For a univariate spline f(u), I can enforce convexity “by construction” by parametrizing the second derivative spline with positive coefficients:
alpha = exp(theta); % alpha >= 0
fdd = spmak(knots, alpha); % f''(u) >= 0
% fnint(fnint, fdd) --> f(u)
This parameterization enables unconstrained optimization (e.g. lsqnonlin) in theta-space.
Now I want a similar idea for a bivariate spline f(u,v): can convexity similarly be enforced “by construction”, i.e. the Hessian is PSD on the spline domain, without inequality constraints?
In 2D the mixed term makes it hard (need something like f_uu*f_vv - f_uv^2 >= 0). Are there spline parametrizations / bases that guarantee PSD Hessian?
Any ides are appreciated, thank you!

Respuestas (1)

Even without thinking about it, I'm pretty sure the answer is no. Things get nasty when you move beyond one dimension, and 2d is far enough to cause serious problems. The basic example I'll point out is that of monotonicity.
Consider the simplest shape you can possibly describe, a piecewise linear function in both x and y, defined on the unit square [0,1]X[0,1].
fxy = [1 2;2 5];
syms x y
fun(x,y) = (1-x).*(1-y)*fxy(1,1) + (1-x).*y*fxy(1,2) + x.*(1-y)*fxy(2,1) + x.*y*fxy(2,2);
This form of fun is often called a bilinear interpolant, or sometimes a tensor product linear interpolant. It is easily shown to be monotonic in both x and y, so if you hold x or y fixed at any constant, then the function is linear in the other variable.
fsurf(fun,[0,1,0,1])
Looking at the figure, you can see the shape is linear along any edge.

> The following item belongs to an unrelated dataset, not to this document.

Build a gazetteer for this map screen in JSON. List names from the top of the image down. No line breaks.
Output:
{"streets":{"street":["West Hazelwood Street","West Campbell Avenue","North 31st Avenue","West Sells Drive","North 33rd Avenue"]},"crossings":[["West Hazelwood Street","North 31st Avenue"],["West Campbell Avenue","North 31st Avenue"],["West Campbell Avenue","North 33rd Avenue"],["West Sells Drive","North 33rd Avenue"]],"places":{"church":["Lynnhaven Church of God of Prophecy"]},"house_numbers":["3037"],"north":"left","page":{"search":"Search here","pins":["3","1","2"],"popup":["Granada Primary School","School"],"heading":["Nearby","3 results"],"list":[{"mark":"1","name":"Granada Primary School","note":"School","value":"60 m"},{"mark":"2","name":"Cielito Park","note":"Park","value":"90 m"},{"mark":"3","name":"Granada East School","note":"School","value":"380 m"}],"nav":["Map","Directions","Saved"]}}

It is also purely linear if you fix either x or y. For example, at y==0.5, we see nicely linear behavior in x.
simplify(fun(x,0.5))
ans = 
But as you can see if we look at the function along some paths through the unit square that are not parallel to an axis, the result need not be so well-behaved. Here, for example, we see that along the anti-diagonal, with y = 1-x, we lose that illusion of monotonicity.
fplot(fun(x,1-x),[0,1])
Again, the point is, what you can get away with in 1-d often fails when you try to do the same in 2-d.

1 comentario

SA-W
SA-W el 20 de En. de 2026
Editada: SA-W el 20 de En. de 2026
That example makes the geometric difficulty very clear. Always a good idea to recall "simple" cases.
If you had to fit a smooth bivariate spline surface (bicubic) and impose “Hessian PSD” during the nonlinear fit as cleanly as possible in MATLAB, how would you do it in practice (parameterization / costraints)?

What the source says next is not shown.